These forward-looking statements are made only as of the date hereof, and the Company undertakes no obligation to update or revise the forward-looking statements, whether as a result of new information, future events, or otherwise, except as otherwise required by law.
Discussion of Adjusted Financial Measures
In addition to our GAAP results, we provide certain non-GAAP measures, including organic revenues, adjusted earnings before interest, taxes, depreciation and amortization (“EBITDA”), adjusted net income, adjusted gross margin, adjusted earnings per diluted share, and net debt. Organic revenues consist of total revenues excluding the effects of currency exchange rates, revenues from current-period acquisitions and product divestitures. Adjusted EBITDA consists of GAAP net income excluding: (i) depreciation and amortization; (ii) other income (expense); (iii) interest income and expense; (iv) income tax expense (benefit); (v) impairment charges; and (vi) those operating expenses also excluded from adjusted net income. The measure of adjusted EBITDA margin is calculated by dividing adjusted EBITDA by GAAP revenues. The measure of adjusted net income consists of GAAP net income, excluding: (i) structural optimization charges; (ii) divestiture, acquisition and integration-related charges; (iii) EU Medical Device Regulation-related charges; (iv) charges related to the manufacturing stoppage and voluntary global recall of all products manufactured at the Company’s Boston, Massachusetts facility and distributed between March 1, 2018 and May 22, 2023, as previously disclosed in the Company’s Current Report on
Form 8-K filed with the Securities and Exchange Commission on May 23, 2023 (the “recall”) and the transition of Boston-related manufacturing operations to the Company’s Braintree, Massachusetts facility; (v) intangible asset amortization expense; (vi) income tax impact from adjustments; and (vii) impairment charges. The measure of adjusted gross margin is calculated by dividing adjusted gross profit by total revenues. Adjusted gross profit consists of GAAP gross profit adjusted for: (i) structural optimization charges; (ii) divestiture, acquisition and integration-related charges; (iii) charges related to the recall and the transition of Boston-related manufacturing operations to the Company’s Braintree, Massachusetts facility; (iv) EU Medical Device Regulation-related charges; and (v) intangible asset amortization expense.

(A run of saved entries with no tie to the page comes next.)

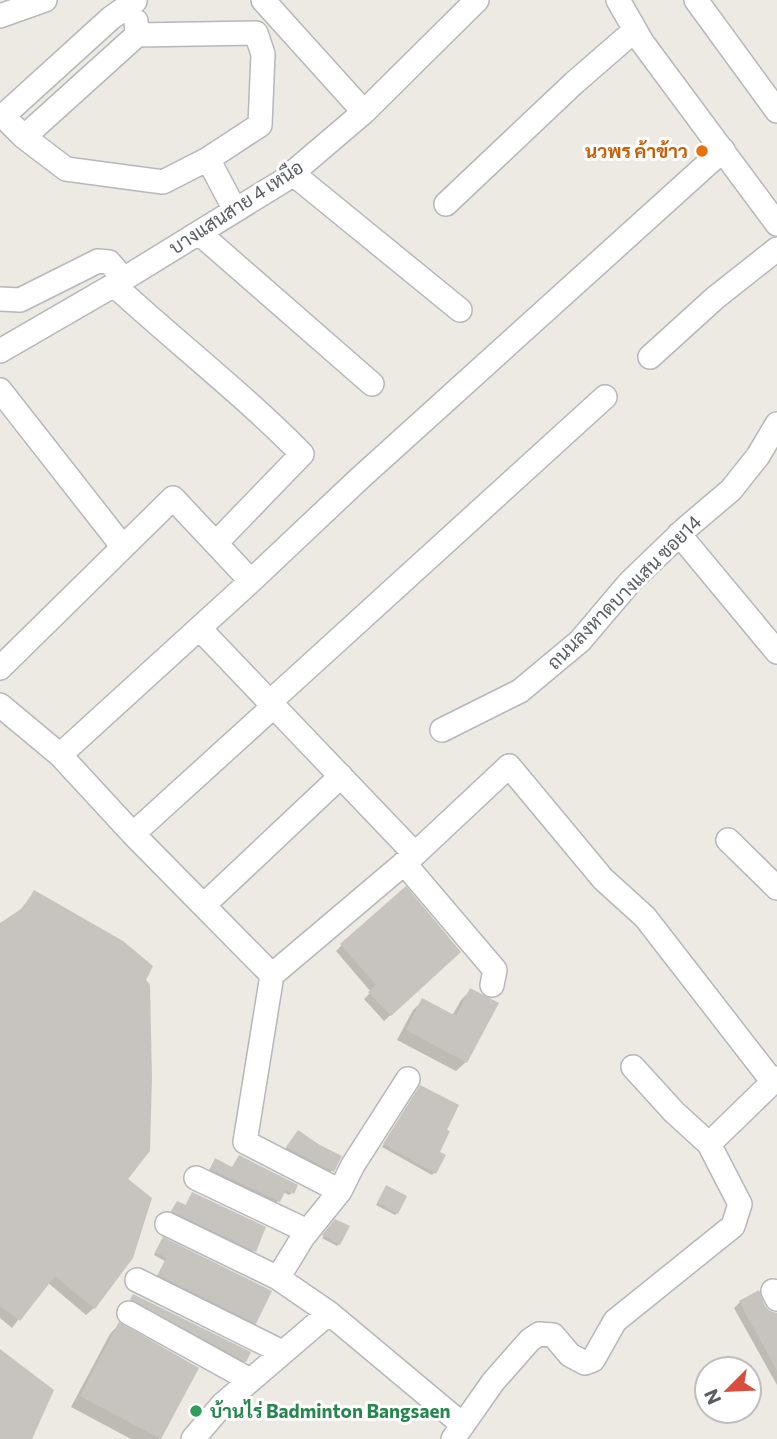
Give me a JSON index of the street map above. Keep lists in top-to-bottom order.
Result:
{
  "streets": {
    "street": ["บางแสนสาย 4 เหนือ", "ถนนลงหาดบางแสน ซอย14"]
  },
  "places": ["นวพร ค้าข้าว", "บ้านไร่ Badminton Bangsaen"],
  "north": "bottom left"
}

The adjusted earnings per diluted share measure is calculated by dividing adjusted net income attributable to diluted shares by diluted weighted average shares outstanding. The measure of net debt consists of GAAP total debt (excluding deferred financing costs) less short-term investments, cash and cash equivalents.
Reconciliations of GAAP revenues to organic revenues, GAAP net income to adjusted EBITDA and adjusted net income, GAAP gross profit to adjusted gross profit, GAAP gross margin to adjusted gross margin, and GAAP earnings per diluted share to adjusted earnings per diluted share all for the quarters and years ended December 31, 2025 and 2024, GAAP total debt to net debt for the years ended December 31, 2025 and 2024, and the GAAP operating cash flow to free cash flow and adjusted free cash flow conversion for the quarters and years ended December 31, 2025 and 2024, appear in the financial tables in this release.
The Company is providing forward-looking guidance regarding adjusted earnings per diluted share but is not providing a reconciliation to GAAP earnings per share, because certain GAAP expense items are highly variable, and management is unable to predict them with reasonable certainty and without unreasonable effort. Specifically, the financial impact and timing of divestitures, acquisitions, integrations, structural optimization and efforts to comply with the EU Medical Device Regulation are uncertain, depend on various dynamic factors and are not reasonably ascertainable at this time. These expense items could have a material impact on GAAP results.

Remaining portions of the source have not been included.